German political scientist Stefan Wolff, Professor at the University of Birmingham, claims that the actions of Polish state officials after the corridor's establishment followed "a course of assimilation and oppression". As a result, a large number of Germans left Poland after 1918: according to Wolff, 800,000 Germans had left Poland by 1923; according to Gotthold Rhode, 575,000 left the former province of Posen and the corridor after the war; according to Hermann Rauschning, 800,000 Germans had left between 1918 and 1926; contemporary author Alfons Krysinski estimated 800,000 plus 100,000 from East Upper Silesia; the contemporary German statistics say 592,000 Germans had left by 1921; other Polish scholars say that up to a million Germans left. Polish author Władysław Kulski says that a number of them were civil servants with no roots in the province and around 378,000, and this is to a lesser degree is confirmed by some German sources such as Hermann Rauschning. Lewis Bernstein Namier raised the question of whether many of the Germans who left were actually settlers without roots in the area - Namier remarked in 1933, "a question must be raised how many of those Germans had originally been planted artificially in that country by the Prussian Government."

The above-mentioned Richard Blanke, in his book Orphans of Versailles, gives several reasons for the exodus of the German population:

- A number of former settlers from the Prussian Settlement Commission who settled in the area after 1886 in order to Germanize it were in some cases given a month to leave; in other cases they were told to leave at once.
- Poland found itself under threat during the Polish-Bolshevik war of 1919–1921, and the German population feared that Bolshevik forces would control Poland. Migration to Germany was a way to avoid conscription and participation in the war.
- State-employed Germans such as judges, prosecutors, teachers and officials left as Poland did not renew their employment contracts. German industrial workers also left due to fear of lower-wage competition. Many Germans had become economically dependent on Prussian state aid as Prussia had fought against the "Polish problem" in its provinces.
- Germans refused to accept living in a Polish state. As Lewis Bernstein Namier said: "Some Germans undoubtedly left because they would not live under the dominion of a race which they had previously oppressed and despised."
- Germans feared that the Poles would seek reprisals after over a century of harassment and discrimination by the Prussian and German state against the Polish population.
- Social and linguistic isolation: While the population was mixed, only Poles were required to be bilingual. The Germans usually did not learn Polish. When Polish became the only official language in Polish-majority provinces, their situation became difficult. The Poles shunned Germans, which contributed to their isolation.
- Lower standards of living. Poland was a much poorer country than Germany.
- Former Nazi politician and later opponent Hermann Rauschning wrote that 10% of Germans were unwilling to remain in Poland regardless of their treatment, and another 10% were workers from other parts of the German Empire with no roots in the region.

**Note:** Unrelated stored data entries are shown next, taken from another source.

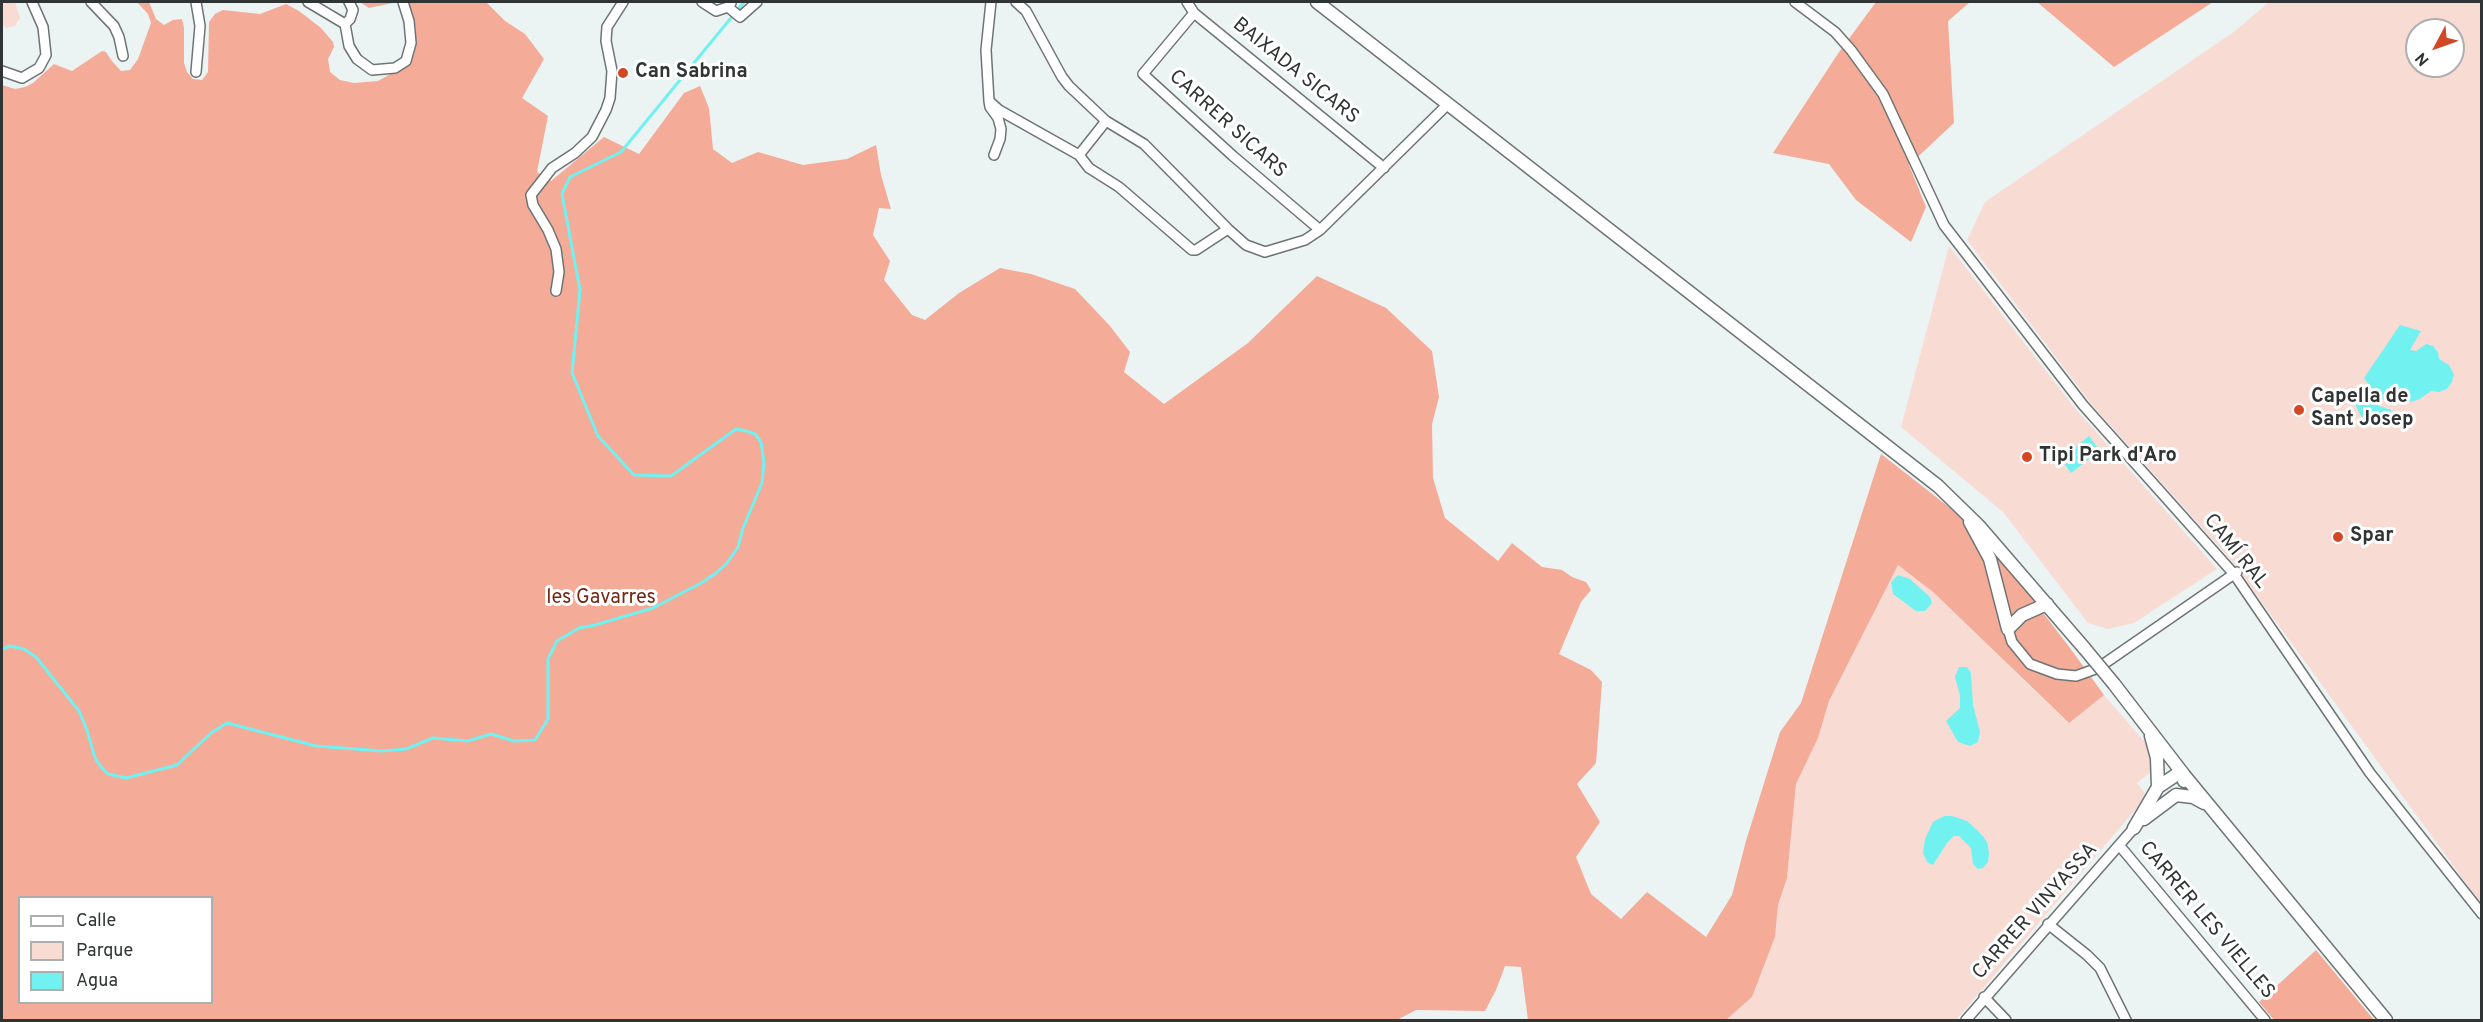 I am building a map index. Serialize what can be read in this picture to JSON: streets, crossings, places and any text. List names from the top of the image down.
{
  "streets": {
    "street": [
      "BAIXADA SICARS",
      "CARRER SICARS",
      "CAMÍ RAL",
      "CARRER VINYASSA",
      "CARRER LES VIELLES"
    ]
  },
  "crossings": [
    ["BAIXADA SICARS", "CARRER SICARS"],
    ["CARRER VINYASSA", "CARRER LES VIELLES"]
  ],
  "parks": ["les Gavarres"],
  "places": [
    "Can Sabrina",
    "Capella de Sant Josep",
    "Tipi Park d'Aro",
    "Spar"
  ],
  "legend": ["Calle", "Parque", "Agua"],
  "north": "bottom left"
}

Blanke says that official encouragement by the Polish state played a secondary role in the German exodus. Christian Raitz von Frentz notes "that many of the repressive measures were taken by local and regional Polish authorities in defiance of Acts of Parliament and government decrees, which more often than not conformed with the minorities treaty, the Geneva Convention and their interpretation by the League council – though it is also true that some of the central authorities tacitly tolerated local initiatives against the German population." While there were demonstrations and protests and occasional violence against Germans, they were at a local level, and officials were quick to point out that they were a backlash against former discrimination against Poles. There were other demonstrations when Germans showed disloyalty during the Polish–Soviet War as the Red Army announced the return to the pre-war borders of 1914. Despite popular pressure and occasional local actions, perhaps as many as 80% of Germans emigrated more or less voluntarily.

Helmut Lippelt writes that Germany used the existence of the German minority in Poland for political ends and as part of its revisionist demands, which resulted in Polish countermeasures. Polish Prime Minister Władysław Sikorski stated in 1923 that the de-Germanization of these territories had to be ended by vigorous and quick liquidation of property and eviction of German "Optanten" (Germans who refused to accept Polish citizenship and per the Versailles Treaty were to leave Poland) so that German nationalists would realize that their view of the temporary nature of Poland's western border was wrong. To Lippelt this was partially a reaction to the German claims and partially Polish nationalism, urging to exclude the German element. In turn, anti-Polish prejudice fueled German policy.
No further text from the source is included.